Smith’s decision to keep CBS an independent entity in the online video sphere was the right one from the standpoint of advertisers and agencies, many of whom dislike Hulu’s exclusive rights to broadcast shows from the other three broadcast nets.

“It was a potentially risky but very admirable move to go it on their own and develop their own distribution network,” said Adam Kasper, SVP and director of digital media at Havas-owned Media Contacts US.

However Kasper believes Smith’s strategy had a cost. “What I think they’ve missed is the buzz in the marketplace. Hulu was groundbreaking. Consumers and clients alike want to be associated with it.”

Smith is not unaware of the buzz factor. In recent months, according to another agency source, Smith has inquired with some big ad buyers about whether they feel CBS has hurt itself by withholding its content from Hulu. The answer, according to that source, was no.

“We didn’t think they had to be there,” said the source. “We continue to spend more with CBS directly than we do with Hulu.”

CBS is more than its television content. Its online media network includes CNET.com, food and lifestyle site Chow.com, NCAA.com, and Gamespot, among many others. In August, CBS Interactive ranked 12th among all Web properties in the U.S., with 52.8 million unique visitors, according to comScore data. That puts it ahead of top network rivals such as Disney Online (31.3 million uniques), NBC-owned iVillage (21.7 million), and NBC Universal (21.5 million). Smith says 90 percent of CBS Interactive’s revenue comes from non-video content such as online fantasy sports and tech reviews on CNET.

CBS hasn’t let its audience clout go to its head. Under Smith’s guidance, CBS Interactive’s sales force has built a reputation as a flexible partner to agencies, especially when it comes to binding television to online advertising.
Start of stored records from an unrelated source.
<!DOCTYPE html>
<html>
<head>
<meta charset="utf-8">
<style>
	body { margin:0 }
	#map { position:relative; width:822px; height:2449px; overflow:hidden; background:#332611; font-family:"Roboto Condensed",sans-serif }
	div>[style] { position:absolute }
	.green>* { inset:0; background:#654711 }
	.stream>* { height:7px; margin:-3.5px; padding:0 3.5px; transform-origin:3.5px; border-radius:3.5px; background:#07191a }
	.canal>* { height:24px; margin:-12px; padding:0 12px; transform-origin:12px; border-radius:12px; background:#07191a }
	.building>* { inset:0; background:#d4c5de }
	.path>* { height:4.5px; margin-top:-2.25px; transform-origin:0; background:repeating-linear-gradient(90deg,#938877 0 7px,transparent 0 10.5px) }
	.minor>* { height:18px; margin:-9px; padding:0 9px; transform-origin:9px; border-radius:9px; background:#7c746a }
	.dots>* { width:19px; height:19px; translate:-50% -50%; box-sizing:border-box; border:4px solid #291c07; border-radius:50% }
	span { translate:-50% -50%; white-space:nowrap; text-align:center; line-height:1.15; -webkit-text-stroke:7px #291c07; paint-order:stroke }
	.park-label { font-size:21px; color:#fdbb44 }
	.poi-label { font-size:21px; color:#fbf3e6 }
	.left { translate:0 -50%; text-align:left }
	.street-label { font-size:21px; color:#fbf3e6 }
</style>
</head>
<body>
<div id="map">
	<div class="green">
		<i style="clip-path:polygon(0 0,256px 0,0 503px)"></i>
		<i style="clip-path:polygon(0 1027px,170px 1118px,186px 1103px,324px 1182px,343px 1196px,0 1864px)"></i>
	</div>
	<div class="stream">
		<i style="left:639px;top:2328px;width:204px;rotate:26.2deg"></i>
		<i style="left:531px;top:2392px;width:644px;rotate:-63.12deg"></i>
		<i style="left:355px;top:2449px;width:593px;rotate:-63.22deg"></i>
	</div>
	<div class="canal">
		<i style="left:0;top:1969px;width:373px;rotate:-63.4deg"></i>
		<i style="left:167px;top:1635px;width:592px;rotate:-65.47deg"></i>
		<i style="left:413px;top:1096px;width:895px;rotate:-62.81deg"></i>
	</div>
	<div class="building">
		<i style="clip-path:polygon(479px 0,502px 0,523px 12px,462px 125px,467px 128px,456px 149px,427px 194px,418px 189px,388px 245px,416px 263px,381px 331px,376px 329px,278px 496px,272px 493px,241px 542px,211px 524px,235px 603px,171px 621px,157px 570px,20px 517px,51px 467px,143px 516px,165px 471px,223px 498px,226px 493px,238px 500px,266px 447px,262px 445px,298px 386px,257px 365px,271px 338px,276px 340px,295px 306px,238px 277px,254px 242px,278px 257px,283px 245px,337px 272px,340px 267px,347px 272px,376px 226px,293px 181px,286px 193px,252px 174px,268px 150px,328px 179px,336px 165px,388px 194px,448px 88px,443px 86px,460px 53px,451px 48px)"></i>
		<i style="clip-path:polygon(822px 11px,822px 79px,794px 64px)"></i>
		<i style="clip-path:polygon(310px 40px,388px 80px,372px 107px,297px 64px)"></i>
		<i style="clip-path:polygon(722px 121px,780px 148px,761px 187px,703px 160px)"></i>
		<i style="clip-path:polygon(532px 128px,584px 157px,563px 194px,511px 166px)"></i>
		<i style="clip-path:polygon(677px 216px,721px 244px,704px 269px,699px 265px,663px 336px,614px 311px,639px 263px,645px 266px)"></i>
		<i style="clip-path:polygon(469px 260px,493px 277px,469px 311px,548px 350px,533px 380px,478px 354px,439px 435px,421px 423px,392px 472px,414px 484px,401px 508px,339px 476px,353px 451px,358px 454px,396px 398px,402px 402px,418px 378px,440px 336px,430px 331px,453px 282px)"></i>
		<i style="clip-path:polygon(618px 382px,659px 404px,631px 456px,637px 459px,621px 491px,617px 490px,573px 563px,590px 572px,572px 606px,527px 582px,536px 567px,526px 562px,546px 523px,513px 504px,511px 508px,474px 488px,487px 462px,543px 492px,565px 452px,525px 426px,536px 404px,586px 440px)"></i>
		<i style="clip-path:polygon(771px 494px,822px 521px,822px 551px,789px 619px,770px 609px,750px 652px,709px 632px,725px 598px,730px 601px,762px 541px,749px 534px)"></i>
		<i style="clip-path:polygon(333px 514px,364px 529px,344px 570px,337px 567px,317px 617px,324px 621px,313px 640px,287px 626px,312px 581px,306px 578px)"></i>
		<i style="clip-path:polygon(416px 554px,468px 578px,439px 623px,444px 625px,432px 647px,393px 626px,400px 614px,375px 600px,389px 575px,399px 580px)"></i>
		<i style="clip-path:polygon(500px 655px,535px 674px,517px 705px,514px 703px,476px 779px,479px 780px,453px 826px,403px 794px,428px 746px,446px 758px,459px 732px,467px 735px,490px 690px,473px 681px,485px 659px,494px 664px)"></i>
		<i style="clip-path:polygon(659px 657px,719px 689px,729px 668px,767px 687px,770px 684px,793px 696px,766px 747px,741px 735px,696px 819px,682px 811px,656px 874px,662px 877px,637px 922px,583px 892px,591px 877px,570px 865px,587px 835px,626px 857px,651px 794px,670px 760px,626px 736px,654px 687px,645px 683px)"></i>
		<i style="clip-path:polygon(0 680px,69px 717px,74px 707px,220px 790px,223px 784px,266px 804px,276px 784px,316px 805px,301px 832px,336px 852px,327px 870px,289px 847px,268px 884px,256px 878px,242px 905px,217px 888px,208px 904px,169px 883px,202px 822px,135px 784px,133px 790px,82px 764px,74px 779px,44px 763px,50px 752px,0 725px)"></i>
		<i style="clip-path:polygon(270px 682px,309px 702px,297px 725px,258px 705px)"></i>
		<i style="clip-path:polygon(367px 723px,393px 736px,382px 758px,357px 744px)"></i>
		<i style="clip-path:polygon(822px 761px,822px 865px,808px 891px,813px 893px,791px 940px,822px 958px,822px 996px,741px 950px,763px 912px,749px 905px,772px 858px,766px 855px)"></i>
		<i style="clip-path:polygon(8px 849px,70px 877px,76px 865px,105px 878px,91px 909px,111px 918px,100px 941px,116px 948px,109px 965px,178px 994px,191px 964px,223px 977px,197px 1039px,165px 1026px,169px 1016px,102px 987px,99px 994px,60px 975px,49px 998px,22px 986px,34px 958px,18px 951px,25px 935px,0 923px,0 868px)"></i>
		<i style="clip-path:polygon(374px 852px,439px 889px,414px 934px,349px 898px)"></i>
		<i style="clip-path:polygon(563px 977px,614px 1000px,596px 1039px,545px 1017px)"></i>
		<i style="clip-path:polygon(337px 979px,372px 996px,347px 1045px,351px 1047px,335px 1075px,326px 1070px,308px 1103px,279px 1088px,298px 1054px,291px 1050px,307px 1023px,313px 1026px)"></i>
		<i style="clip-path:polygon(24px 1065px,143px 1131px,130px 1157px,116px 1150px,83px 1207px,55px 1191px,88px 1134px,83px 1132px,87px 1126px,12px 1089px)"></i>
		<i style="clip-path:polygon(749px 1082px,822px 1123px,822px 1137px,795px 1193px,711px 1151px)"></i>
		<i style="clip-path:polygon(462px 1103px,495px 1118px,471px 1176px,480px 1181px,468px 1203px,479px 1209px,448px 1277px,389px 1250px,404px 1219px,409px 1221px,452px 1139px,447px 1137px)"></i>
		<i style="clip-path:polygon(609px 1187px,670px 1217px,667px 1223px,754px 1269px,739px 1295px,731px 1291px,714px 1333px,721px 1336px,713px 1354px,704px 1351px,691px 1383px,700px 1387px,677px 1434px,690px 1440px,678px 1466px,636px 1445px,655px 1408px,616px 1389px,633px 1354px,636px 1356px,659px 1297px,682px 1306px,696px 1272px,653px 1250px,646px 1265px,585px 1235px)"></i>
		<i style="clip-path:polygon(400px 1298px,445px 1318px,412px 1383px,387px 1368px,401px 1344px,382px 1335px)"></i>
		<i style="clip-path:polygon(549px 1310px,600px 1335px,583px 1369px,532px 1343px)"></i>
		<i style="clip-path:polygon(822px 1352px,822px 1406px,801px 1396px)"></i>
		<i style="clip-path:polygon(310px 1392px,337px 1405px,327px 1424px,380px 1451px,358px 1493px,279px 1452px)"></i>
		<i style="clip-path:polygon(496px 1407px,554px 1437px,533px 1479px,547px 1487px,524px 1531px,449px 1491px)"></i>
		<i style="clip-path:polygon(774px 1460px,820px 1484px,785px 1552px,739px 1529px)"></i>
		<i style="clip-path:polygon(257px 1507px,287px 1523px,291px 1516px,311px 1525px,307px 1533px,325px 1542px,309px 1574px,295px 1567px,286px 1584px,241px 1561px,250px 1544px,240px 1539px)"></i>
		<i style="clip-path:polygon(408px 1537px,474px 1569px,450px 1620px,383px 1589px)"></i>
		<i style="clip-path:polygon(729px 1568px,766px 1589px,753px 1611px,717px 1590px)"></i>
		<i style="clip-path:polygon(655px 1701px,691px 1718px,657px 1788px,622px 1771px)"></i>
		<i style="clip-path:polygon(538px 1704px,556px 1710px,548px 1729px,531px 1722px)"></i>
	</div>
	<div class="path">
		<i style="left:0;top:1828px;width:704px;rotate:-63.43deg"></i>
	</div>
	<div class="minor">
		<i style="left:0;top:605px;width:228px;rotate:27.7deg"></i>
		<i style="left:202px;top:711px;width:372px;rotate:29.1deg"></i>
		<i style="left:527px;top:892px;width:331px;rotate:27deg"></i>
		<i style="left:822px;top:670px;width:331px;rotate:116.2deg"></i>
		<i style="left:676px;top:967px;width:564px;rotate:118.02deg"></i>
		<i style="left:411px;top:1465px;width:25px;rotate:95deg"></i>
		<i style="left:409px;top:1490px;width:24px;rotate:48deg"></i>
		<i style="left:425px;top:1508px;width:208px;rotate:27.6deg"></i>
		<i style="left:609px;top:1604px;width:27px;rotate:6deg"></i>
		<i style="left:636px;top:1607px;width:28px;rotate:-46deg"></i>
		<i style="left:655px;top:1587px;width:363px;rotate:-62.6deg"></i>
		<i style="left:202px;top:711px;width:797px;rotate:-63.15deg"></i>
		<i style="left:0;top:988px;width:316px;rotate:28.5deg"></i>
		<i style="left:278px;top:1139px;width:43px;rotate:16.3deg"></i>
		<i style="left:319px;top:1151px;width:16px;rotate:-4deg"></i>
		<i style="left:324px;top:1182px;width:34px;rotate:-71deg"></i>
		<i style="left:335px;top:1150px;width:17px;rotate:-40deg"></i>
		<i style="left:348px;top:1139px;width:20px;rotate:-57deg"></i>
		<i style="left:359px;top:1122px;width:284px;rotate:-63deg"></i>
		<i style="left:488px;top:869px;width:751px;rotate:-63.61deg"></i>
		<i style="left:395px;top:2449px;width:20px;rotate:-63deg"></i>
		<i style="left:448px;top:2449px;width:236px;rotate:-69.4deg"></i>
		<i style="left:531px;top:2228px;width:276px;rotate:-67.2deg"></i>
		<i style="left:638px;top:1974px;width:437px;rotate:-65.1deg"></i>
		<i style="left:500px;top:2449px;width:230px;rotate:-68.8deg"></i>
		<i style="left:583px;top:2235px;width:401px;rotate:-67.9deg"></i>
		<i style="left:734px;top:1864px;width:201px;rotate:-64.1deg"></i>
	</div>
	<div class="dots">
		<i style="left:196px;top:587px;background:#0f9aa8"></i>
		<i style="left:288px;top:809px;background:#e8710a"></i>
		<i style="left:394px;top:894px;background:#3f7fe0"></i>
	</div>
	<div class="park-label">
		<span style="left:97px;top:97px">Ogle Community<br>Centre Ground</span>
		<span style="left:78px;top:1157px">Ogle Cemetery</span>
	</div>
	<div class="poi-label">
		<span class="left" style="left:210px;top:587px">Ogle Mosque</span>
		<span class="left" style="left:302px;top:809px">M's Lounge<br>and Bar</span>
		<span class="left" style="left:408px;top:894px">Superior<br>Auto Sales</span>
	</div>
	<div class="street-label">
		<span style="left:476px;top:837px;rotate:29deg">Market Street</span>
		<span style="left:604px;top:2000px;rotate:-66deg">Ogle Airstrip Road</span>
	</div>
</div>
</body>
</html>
Chris Allen, director of video innovation for Starcom USA, noted that in 2008 the networks as a whole were very aggressive about platform integration. As a result of the weak online ad environment this year, and the relative strength of TV ads, some networks have eased off those promises. Not so CBS.

“We’ve had quite a few discussions with them about tying TV to online, even more than we’ve seen from the other networks,” Allen said. “CBS definitely was still talking cross-media.”